──────── The records
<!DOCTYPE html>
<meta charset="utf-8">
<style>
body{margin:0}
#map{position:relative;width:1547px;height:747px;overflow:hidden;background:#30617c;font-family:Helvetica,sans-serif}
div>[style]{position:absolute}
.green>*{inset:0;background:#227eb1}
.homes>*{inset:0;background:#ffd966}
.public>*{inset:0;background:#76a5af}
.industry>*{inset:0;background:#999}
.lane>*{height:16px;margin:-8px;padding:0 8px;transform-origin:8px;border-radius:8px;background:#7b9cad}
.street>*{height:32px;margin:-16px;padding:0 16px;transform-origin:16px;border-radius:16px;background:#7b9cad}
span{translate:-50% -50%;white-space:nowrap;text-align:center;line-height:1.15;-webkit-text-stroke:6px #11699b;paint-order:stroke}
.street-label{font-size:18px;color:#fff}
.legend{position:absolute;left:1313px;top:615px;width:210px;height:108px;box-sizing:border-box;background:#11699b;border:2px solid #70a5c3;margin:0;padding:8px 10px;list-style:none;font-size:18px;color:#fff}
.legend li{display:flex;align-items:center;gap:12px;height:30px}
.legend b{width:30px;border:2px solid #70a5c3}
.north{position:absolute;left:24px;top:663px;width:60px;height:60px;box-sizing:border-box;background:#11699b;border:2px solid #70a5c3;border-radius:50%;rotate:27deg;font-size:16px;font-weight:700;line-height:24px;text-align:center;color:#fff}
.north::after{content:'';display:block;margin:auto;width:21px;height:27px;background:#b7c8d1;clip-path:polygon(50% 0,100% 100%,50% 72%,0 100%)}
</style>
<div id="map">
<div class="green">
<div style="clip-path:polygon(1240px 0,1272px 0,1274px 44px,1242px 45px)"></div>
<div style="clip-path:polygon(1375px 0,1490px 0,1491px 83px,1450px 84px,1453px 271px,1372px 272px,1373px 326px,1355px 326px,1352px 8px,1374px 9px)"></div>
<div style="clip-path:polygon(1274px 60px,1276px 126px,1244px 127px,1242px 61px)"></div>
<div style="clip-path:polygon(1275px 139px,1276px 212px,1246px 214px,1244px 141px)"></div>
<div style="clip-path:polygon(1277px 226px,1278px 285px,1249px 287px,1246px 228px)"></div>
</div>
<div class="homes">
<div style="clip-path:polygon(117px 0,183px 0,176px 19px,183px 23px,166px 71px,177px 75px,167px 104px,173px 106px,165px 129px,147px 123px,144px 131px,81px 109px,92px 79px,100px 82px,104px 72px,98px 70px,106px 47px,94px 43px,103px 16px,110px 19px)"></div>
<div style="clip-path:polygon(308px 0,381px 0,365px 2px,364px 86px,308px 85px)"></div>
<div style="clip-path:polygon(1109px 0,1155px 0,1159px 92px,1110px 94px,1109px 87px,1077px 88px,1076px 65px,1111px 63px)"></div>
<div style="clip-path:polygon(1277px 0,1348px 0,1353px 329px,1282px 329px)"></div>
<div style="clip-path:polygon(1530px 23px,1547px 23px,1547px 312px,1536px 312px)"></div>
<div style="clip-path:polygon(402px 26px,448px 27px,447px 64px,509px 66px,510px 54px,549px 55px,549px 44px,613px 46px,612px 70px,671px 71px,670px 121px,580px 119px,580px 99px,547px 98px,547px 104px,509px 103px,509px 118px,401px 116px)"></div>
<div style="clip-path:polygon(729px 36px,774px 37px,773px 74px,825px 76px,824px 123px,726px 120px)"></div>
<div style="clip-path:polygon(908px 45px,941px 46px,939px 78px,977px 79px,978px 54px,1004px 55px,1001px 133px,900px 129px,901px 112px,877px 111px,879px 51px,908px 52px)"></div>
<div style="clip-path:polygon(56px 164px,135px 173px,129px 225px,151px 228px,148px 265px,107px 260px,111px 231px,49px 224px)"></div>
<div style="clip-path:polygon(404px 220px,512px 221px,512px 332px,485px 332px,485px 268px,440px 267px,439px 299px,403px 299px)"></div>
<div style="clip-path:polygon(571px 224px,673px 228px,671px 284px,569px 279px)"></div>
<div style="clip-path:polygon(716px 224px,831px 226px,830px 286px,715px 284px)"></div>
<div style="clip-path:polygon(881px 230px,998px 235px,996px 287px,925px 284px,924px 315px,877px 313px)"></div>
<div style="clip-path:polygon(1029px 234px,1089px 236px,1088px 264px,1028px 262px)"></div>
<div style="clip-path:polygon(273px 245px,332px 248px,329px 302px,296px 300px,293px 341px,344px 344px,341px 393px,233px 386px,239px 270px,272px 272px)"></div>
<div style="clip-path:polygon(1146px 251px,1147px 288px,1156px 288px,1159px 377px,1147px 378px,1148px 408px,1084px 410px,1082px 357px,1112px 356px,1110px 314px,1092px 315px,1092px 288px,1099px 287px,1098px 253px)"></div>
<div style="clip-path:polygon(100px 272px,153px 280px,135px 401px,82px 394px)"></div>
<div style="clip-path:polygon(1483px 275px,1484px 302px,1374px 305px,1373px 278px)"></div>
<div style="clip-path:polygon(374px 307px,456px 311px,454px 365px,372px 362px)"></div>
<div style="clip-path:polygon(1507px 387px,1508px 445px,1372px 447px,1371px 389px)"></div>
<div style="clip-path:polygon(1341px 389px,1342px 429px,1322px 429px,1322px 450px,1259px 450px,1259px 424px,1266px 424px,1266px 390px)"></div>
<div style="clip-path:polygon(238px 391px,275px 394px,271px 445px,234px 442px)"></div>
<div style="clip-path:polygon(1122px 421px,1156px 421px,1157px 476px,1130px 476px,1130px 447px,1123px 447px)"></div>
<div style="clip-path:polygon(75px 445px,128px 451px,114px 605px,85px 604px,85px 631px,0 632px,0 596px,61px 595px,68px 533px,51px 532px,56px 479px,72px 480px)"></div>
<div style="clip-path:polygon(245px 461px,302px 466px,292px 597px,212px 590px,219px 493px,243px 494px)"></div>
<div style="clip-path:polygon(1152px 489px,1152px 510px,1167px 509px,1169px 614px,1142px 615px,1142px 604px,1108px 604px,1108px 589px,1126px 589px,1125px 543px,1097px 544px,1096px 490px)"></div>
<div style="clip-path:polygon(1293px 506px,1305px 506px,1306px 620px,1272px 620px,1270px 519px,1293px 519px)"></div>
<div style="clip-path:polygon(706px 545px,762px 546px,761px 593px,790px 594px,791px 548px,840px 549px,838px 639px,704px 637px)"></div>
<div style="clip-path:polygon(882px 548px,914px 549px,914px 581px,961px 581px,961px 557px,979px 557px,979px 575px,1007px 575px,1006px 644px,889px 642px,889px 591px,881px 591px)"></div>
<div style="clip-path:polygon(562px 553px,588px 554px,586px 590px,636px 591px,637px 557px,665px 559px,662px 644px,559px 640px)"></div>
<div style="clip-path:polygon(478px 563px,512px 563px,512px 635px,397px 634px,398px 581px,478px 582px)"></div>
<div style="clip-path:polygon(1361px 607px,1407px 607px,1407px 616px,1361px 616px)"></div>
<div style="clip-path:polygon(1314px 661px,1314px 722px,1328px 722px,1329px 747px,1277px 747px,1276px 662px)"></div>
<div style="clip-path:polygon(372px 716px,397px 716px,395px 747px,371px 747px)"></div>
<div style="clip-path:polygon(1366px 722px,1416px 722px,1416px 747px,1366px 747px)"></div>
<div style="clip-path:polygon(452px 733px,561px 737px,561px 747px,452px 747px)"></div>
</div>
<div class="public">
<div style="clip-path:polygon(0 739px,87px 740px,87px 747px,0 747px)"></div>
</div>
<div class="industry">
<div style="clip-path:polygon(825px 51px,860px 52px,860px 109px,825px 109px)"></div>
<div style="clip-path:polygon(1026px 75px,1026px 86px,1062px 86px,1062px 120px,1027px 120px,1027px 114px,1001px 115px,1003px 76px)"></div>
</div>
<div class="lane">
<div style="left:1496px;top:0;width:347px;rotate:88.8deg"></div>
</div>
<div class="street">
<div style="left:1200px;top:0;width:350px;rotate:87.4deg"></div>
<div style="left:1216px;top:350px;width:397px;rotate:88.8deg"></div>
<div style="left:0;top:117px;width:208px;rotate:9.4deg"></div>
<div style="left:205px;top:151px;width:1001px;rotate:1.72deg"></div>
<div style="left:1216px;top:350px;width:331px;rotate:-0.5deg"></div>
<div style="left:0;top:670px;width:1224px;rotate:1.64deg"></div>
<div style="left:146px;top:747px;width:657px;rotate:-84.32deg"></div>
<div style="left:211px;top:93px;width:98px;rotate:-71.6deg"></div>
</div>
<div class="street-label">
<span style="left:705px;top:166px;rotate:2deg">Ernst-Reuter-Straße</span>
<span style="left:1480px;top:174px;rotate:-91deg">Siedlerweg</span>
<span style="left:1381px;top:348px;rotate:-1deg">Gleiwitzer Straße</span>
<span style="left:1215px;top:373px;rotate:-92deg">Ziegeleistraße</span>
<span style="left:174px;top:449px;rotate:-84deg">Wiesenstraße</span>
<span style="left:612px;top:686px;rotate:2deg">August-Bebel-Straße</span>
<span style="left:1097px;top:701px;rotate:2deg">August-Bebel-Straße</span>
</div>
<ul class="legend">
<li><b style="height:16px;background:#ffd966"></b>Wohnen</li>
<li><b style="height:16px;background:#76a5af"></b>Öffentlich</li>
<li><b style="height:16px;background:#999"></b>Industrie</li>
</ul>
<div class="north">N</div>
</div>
────────────────
#### Exercise brief
For each line of the listing that holds the word "height", show that line.

#### Solution to this task
#map{position:relative;width:1547px;height:747px;overflow:hidden;background:#30617c;font-family:Helvetica,sans-serif}
.lane>*{height:16px;margin:-8px;padding:0 8px;transform-origin:8px;border-radius:8px;background:#7b9cad}
.street>*{height:32px;margin:-16px;padding:0 16px;transform-origin:16px;border-radius:16px;background:#7b9cad}
span{translate:-50% -50%;white-space:nowrap;text-align:center;line-height:1.15;-webkit-text-stroke:6px #11699b;paint-order:stroke}
.legend{position:absolute;left:1313px;top:615px;width:210px;height:108px;box-sizing:border-box;background:#11699b;border:2px solid #70a5c3;margin:0;padding:8px 10px;list-style:none;font-size:18px;color:#fff}
.legend li{display:flex;align-items:center;gap:12px;height:30px}
.north{position:absolute;left:24px;top:663px;width:60px;height:60px;box-sizing:border-box;background:#11699b;border:2px solid #70a5c3;border-radius:50%;rotate:27deg;font-size:16px;font-weight:700;line-height:24px;text-align:center;color:#fff}
.north::after{content:'';display:block;margin:auto;width:21px;height:27px;background:#b7c8d1;clip-path:polygon(50% 0,100% 100%,50% 72%,0 100%)}
<li><b style="height:16px;background:#ffd966"></b>Wohnen</li>
<li><b style="height:16px;background:#76a5af"></b>Öffentlich</li>
<li><b style="height:16px;background:#999"></b>Industrie</li>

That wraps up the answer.